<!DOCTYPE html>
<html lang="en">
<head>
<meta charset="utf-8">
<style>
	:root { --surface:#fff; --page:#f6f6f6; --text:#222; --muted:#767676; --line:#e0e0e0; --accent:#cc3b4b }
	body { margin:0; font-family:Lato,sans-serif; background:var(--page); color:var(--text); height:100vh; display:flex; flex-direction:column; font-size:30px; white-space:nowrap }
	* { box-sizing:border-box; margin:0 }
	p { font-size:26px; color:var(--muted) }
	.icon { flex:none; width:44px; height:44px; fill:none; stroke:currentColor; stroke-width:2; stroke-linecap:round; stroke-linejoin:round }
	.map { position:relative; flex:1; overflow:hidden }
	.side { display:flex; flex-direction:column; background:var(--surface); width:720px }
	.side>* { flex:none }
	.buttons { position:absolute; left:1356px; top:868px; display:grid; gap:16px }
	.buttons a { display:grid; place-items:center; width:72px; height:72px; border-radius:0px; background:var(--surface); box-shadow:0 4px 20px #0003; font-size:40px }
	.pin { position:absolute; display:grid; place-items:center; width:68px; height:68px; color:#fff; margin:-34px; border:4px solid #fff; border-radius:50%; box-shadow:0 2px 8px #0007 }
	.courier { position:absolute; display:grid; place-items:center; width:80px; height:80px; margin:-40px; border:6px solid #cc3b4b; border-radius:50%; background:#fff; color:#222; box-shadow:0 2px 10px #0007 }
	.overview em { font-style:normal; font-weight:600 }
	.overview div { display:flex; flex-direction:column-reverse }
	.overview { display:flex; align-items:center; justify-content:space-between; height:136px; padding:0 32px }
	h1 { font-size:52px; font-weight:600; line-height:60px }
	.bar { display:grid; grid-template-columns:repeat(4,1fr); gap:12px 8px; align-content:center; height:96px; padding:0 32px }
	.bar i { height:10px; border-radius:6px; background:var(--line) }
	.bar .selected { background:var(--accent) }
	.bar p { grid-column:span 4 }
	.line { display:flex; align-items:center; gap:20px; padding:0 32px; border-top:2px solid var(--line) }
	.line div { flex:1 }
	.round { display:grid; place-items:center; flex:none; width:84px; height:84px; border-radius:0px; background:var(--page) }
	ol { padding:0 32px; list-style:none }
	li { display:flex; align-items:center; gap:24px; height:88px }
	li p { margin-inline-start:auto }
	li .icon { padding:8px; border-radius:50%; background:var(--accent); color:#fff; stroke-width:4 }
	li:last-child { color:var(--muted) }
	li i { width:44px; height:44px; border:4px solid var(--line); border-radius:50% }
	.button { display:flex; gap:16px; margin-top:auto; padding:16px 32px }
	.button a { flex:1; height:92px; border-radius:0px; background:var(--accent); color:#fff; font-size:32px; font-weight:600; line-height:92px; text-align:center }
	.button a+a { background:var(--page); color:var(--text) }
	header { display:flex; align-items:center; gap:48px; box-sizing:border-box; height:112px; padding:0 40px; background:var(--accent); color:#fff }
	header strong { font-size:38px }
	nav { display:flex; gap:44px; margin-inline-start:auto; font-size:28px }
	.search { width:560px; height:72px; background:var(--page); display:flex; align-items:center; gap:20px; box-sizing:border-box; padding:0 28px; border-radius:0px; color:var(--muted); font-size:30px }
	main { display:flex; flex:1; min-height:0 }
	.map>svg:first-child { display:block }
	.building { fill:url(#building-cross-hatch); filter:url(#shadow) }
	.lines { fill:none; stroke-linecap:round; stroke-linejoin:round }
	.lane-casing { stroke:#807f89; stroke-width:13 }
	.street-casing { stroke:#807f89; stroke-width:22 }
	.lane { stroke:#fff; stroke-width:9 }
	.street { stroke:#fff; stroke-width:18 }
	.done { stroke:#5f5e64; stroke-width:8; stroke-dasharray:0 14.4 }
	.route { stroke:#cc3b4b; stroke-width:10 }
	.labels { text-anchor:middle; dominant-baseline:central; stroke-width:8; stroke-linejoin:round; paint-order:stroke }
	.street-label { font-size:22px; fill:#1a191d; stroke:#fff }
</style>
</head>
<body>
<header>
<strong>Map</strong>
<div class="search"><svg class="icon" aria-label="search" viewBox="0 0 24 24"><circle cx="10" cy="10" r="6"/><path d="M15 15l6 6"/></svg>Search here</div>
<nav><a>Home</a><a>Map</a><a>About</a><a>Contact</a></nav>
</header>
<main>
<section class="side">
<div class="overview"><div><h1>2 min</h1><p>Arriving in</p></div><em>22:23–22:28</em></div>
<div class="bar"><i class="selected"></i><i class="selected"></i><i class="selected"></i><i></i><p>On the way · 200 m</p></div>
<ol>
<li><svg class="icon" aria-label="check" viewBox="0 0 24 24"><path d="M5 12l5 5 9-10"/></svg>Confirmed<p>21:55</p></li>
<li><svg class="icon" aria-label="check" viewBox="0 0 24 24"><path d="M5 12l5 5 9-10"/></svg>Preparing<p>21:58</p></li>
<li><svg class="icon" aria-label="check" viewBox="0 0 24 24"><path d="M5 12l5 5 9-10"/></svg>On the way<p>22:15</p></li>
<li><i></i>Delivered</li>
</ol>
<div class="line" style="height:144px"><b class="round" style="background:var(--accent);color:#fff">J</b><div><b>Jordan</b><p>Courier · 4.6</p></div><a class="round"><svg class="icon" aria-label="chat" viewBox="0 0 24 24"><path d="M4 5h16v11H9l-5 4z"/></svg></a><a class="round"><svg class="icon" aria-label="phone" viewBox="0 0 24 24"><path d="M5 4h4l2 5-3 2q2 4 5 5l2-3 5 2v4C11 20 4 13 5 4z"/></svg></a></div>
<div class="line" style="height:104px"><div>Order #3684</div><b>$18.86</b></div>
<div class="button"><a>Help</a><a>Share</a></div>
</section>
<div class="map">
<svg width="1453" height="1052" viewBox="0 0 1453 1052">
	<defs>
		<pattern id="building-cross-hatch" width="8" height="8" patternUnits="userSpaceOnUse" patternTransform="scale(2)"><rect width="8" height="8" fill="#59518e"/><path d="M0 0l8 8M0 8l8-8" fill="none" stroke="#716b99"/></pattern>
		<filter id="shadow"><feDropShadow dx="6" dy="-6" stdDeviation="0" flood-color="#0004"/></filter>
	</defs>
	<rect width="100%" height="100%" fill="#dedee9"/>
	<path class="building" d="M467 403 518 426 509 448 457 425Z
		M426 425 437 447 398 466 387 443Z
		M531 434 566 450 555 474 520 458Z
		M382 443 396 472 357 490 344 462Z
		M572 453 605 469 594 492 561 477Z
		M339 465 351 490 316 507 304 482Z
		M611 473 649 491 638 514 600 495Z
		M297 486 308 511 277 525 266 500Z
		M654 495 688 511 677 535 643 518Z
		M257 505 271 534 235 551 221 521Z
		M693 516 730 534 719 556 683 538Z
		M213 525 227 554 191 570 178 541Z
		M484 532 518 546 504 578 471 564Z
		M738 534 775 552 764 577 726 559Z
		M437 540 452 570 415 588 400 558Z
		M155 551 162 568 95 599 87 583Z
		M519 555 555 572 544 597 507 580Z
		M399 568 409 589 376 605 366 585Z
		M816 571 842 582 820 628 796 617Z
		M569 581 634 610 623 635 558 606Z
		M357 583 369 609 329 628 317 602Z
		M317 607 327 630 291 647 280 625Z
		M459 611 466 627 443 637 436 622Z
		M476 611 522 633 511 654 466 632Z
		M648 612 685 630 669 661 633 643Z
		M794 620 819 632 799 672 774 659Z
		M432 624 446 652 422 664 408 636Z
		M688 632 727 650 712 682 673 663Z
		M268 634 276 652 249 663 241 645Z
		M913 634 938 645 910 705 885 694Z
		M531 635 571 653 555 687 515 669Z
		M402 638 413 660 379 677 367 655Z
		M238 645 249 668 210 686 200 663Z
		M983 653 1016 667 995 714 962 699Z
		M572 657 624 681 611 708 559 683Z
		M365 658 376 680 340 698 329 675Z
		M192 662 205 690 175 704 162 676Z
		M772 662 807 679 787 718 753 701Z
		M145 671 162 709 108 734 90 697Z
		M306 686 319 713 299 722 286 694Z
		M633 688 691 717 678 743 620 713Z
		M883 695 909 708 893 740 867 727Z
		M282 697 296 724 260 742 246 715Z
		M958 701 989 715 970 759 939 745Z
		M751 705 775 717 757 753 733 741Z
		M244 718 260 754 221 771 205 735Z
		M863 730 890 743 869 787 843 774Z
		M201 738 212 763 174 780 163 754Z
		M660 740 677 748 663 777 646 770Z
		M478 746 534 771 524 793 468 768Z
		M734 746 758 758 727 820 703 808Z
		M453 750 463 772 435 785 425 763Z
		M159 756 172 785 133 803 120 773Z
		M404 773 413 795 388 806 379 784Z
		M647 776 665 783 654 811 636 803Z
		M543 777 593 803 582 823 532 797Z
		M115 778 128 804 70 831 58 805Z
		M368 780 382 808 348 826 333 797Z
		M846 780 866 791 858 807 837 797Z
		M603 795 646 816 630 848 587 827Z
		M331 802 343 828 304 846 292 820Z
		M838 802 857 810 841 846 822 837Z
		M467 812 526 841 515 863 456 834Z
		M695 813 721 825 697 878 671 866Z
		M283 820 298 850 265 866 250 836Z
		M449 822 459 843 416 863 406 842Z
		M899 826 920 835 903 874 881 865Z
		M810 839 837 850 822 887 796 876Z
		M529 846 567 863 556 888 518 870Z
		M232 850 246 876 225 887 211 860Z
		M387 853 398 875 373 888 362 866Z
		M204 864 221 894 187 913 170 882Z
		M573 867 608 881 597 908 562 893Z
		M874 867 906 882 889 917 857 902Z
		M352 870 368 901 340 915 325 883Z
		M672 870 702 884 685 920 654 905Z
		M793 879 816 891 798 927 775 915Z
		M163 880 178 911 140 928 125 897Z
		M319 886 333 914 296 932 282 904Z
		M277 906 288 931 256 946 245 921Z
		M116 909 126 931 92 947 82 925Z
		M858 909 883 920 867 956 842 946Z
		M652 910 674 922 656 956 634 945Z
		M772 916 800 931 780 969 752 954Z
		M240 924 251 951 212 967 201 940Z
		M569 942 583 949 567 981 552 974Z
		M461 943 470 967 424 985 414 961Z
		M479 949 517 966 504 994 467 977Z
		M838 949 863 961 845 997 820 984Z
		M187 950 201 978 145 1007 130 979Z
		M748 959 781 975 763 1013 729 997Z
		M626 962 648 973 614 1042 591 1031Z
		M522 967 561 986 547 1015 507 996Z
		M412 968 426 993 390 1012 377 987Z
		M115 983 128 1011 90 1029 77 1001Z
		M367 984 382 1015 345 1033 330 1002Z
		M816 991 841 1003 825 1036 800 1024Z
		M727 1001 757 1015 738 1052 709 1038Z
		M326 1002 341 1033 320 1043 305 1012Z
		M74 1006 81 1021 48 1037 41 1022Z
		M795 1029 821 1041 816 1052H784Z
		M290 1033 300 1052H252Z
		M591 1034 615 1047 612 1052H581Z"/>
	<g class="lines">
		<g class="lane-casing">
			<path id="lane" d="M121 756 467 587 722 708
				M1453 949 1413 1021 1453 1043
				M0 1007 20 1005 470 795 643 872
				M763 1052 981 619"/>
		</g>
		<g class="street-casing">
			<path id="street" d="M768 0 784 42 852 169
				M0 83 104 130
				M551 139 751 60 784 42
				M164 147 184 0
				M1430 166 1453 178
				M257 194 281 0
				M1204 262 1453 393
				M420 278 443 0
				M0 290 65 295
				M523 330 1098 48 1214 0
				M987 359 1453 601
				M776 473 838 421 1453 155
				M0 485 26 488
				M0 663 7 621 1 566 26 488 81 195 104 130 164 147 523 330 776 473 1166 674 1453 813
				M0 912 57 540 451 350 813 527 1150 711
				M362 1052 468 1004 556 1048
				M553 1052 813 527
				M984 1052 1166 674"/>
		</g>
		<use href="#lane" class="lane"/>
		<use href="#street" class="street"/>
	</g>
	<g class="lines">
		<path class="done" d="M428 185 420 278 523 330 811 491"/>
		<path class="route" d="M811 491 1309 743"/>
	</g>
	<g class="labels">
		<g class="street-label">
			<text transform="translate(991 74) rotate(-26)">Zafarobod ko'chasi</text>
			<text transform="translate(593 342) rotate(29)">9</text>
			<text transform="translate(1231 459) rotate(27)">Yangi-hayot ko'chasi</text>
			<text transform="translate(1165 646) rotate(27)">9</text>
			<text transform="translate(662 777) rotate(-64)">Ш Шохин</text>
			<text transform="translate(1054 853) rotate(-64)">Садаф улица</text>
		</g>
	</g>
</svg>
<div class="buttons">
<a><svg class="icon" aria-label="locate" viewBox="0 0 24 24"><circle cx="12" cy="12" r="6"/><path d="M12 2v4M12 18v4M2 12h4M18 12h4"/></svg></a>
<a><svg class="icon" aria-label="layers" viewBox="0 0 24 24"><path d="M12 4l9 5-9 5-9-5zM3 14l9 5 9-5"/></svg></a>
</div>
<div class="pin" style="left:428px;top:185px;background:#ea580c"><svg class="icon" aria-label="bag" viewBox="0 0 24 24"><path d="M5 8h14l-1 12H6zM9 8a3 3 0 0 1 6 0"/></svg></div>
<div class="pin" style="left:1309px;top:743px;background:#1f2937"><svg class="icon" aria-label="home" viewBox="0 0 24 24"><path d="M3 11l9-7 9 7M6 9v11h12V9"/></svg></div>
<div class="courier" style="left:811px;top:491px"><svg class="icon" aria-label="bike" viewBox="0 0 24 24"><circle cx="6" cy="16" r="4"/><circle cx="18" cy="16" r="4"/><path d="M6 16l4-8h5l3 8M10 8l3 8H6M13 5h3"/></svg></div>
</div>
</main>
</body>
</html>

####

_Exercise directions_
Please reply with an exact copy of the lines above, starting at the first and ending at the line that holds "margin:0; font-family:Lato,sans-serif; background:var(--page);".

_Output for this exercise_
<!DOCTYPE html>
<html lang="en">
<head>
<meta charset="utf-8">
<style>
	:root { --surface:#fff; --page:#f6f6f6; --text:#222; --muted:#767676; --line:#e0e0e0; --accent:#cc3b4b }
	body { margin:0; font-family:Lato,sans-serif; background:var(--page); color:var(--text); height:100vh; display:flex; flex-direction:column; font-size:30px; white-space:nowrap }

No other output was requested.